Pick any demographic metric.

For age, the personal pain points of 15-30 people have an overabundance of solutions, but the pain points associated with 53 year olds or 9 year old kids have more gaps and possibly even more paying power.

For lifestyle, the pain points of single young adults are oversaturated while needs of large families (possibly excluding baby-apps) are not, again, due to the peculiarities of startup employee demographics.

For types of location, even the minor pain (inconvenience?) points of people living in highly dense urban areas have all kinds of startup solutions, while pain points specific to millions of people living in USA rural areas are pretty much ignored.

For social groups, the subcultures popular in Silicon Valley have their specific needs filled much more than the various minorities and cultures which are mostly elsewhere. Pardon me for a crude example, but for example, there is a competitive market in gay dating apps/services with a lot of solutions developed; however, the USA LGBT population is comparable in size and thus purchasing power to the Mormon population - if you're starting a new service, which market has the larger potential for you to serve a need that's not already served by existing solutions?

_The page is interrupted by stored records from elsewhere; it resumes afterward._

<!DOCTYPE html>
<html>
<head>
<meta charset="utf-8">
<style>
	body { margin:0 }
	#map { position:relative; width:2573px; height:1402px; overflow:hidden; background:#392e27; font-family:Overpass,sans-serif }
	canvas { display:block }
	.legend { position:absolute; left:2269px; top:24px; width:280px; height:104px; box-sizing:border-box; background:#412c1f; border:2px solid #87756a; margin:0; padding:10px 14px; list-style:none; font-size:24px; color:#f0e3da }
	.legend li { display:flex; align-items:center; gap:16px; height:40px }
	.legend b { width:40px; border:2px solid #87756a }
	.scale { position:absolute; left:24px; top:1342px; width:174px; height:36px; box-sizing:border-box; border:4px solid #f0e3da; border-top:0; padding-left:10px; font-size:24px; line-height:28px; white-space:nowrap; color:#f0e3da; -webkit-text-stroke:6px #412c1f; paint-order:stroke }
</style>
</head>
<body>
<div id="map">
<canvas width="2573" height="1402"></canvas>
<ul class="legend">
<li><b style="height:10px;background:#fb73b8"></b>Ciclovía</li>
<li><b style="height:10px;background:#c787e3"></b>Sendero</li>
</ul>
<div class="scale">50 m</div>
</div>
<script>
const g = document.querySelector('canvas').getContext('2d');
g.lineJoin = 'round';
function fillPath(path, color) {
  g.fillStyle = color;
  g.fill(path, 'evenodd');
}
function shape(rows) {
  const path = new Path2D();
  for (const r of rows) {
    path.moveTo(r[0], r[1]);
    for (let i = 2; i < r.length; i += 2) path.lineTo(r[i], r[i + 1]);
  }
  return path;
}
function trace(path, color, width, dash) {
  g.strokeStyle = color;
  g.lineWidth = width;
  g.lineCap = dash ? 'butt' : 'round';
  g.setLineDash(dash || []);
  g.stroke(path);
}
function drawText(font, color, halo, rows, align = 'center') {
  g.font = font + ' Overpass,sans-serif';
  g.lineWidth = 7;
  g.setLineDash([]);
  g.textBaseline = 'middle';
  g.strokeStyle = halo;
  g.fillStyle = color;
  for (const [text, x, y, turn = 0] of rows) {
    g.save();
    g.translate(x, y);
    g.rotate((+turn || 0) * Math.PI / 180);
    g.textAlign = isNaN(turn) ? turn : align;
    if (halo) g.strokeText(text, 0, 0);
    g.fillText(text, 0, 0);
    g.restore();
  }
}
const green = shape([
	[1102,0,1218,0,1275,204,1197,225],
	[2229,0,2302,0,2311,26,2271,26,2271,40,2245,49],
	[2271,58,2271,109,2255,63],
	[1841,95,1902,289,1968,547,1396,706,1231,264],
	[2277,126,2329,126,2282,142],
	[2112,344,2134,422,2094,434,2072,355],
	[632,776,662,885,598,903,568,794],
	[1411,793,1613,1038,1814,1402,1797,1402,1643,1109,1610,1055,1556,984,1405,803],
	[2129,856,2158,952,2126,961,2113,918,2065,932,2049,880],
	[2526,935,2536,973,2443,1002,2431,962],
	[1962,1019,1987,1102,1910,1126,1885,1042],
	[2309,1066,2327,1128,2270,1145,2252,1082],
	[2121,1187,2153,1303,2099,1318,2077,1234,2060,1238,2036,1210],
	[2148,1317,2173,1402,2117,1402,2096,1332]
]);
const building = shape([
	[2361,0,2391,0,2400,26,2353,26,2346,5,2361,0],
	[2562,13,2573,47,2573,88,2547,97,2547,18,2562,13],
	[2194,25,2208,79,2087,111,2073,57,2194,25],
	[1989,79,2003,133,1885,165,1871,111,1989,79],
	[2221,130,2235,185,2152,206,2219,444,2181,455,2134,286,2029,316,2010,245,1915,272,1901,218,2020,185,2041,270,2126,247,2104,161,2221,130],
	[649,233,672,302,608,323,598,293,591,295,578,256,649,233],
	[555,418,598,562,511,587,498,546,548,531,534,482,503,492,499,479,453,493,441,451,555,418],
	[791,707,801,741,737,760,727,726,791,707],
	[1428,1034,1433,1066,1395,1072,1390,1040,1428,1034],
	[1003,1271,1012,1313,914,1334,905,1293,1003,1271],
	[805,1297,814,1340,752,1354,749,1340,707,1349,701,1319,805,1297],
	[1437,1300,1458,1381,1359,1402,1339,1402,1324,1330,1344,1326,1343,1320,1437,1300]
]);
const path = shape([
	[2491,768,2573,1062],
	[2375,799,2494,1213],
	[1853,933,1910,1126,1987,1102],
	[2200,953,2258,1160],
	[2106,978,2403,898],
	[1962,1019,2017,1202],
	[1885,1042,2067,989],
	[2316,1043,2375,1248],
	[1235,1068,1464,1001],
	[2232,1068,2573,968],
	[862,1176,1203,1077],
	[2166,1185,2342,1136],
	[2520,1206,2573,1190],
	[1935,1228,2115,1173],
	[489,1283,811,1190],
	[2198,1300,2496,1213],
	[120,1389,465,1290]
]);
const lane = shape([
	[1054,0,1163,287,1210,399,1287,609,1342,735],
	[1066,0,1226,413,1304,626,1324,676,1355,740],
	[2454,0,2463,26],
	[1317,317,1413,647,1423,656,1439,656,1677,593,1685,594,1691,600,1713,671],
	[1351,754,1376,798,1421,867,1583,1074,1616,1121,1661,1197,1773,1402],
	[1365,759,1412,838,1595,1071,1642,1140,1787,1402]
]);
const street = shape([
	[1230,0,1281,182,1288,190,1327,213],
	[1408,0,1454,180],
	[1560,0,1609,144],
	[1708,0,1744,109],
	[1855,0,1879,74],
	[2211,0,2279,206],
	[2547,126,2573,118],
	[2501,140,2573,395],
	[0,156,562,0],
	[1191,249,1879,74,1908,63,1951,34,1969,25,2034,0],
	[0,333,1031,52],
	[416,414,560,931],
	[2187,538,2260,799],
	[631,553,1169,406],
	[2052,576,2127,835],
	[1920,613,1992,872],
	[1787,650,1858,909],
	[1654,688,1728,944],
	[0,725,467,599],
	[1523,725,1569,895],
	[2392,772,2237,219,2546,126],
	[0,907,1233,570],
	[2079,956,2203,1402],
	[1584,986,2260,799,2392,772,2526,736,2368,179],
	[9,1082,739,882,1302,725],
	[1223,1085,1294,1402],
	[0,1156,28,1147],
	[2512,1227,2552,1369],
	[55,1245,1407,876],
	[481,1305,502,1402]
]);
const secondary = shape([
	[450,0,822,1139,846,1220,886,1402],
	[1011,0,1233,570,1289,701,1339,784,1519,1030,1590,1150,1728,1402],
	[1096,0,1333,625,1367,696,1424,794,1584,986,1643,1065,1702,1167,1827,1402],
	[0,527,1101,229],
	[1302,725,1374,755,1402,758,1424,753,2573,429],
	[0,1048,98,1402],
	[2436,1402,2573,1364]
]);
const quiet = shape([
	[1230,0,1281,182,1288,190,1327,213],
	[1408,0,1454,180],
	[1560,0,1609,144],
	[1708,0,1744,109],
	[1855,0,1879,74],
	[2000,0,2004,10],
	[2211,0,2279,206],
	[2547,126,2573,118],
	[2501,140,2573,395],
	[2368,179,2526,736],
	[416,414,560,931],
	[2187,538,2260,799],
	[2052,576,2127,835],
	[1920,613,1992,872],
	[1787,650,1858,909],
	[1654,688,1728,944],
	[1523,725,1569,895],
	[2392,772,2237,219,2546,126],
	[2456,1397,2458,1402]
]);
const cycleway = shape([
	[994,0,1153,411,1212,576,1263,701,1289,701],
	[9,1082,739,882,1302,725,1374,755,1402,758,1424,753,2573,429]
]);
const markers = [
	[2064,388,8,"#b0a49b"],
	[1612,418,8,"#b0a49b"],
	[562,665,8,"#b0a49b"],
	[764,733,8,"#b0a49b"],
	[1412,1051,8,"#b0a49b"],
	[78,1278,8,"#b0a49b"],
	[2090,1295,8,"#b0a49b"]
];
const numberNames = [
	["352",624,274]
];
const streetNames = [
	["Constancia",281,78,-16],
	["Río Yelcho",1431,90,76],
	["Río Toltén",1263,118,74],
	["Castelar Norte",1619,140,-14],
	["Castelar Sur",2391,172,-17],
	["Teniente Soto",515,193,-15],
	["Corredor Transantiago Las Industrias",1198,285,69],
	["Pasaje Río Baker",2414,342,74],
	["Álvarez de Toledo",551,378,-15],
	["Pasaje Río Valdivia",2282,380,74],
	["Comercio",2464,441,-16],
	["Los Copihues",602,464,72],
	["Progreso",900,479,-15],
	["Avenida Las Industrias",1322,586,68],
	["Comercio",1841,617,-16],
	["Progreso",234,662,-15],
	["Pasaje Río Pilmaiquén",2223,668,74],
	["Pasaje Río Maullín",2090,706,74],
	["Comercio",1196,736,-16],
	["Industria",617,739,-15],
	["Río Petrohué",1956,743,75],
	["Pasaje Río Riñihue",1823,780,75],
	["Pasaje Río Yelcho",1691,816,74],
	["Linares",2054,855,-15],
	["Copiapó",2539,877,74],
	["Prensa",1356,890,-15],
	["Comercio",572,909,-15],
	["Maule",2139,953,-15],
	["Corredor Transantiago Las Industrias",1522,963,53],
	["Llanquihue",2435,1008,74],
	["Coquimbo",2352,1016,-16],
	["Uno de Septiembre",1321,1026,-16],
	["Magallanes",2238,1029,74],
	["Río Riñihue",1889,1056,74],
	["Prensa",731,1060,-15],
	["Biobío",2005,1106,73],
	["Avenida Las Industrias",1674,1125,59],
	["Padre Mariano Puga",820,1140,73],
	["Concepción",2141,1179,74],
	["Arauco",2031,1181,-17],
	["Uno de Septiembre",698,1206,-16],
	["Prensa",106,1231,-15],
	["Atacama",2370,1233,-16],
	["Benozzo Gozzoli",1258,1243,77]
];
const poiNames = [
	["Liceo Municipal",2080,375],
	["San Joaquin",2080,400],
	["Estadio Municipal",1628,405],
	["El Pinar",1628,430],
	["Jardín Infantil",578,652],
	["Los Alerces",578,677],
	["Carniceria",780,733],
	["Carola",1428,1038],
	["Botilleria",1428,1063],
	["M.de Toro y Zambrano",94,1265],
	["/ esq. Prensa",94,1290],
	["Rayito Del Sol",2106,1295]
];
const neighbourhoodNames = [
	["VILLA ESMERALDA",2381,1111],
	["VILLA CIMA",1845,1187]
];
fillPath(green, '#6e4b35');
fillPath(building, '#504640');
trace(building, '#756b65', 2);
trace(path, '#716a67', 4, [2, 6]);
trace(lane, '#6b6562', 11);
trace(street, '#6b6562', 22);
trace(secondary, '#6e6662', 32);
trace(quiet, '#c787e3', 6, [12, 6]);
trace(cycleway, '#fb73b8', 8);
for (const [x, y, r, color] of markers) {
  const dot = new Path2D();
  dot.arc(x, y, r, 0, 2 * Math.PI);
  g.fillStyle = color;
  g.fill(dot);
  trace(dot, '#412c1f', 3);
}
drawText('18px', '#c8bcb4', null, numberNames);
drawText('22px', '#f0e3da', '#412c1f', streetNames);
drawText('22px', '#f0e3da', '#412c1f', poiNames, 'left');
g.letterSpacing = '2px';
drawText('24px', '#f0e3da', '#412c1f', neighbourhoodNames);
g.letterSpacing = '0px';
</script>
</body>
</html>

For technological aptitude, the needs of early adopters are obviously served by new tech, while you definitely can build solid businesses designed to serve the far more numerous people who want to avoid bleeding edge tech or even don't have the skills or desire to use industry-standard tech - if they still have the same needs, then making that tech more friendly to them or more distant from them (having you do stuff for them by that tech, instead of having them interact directly in detail) will bring you good revenue.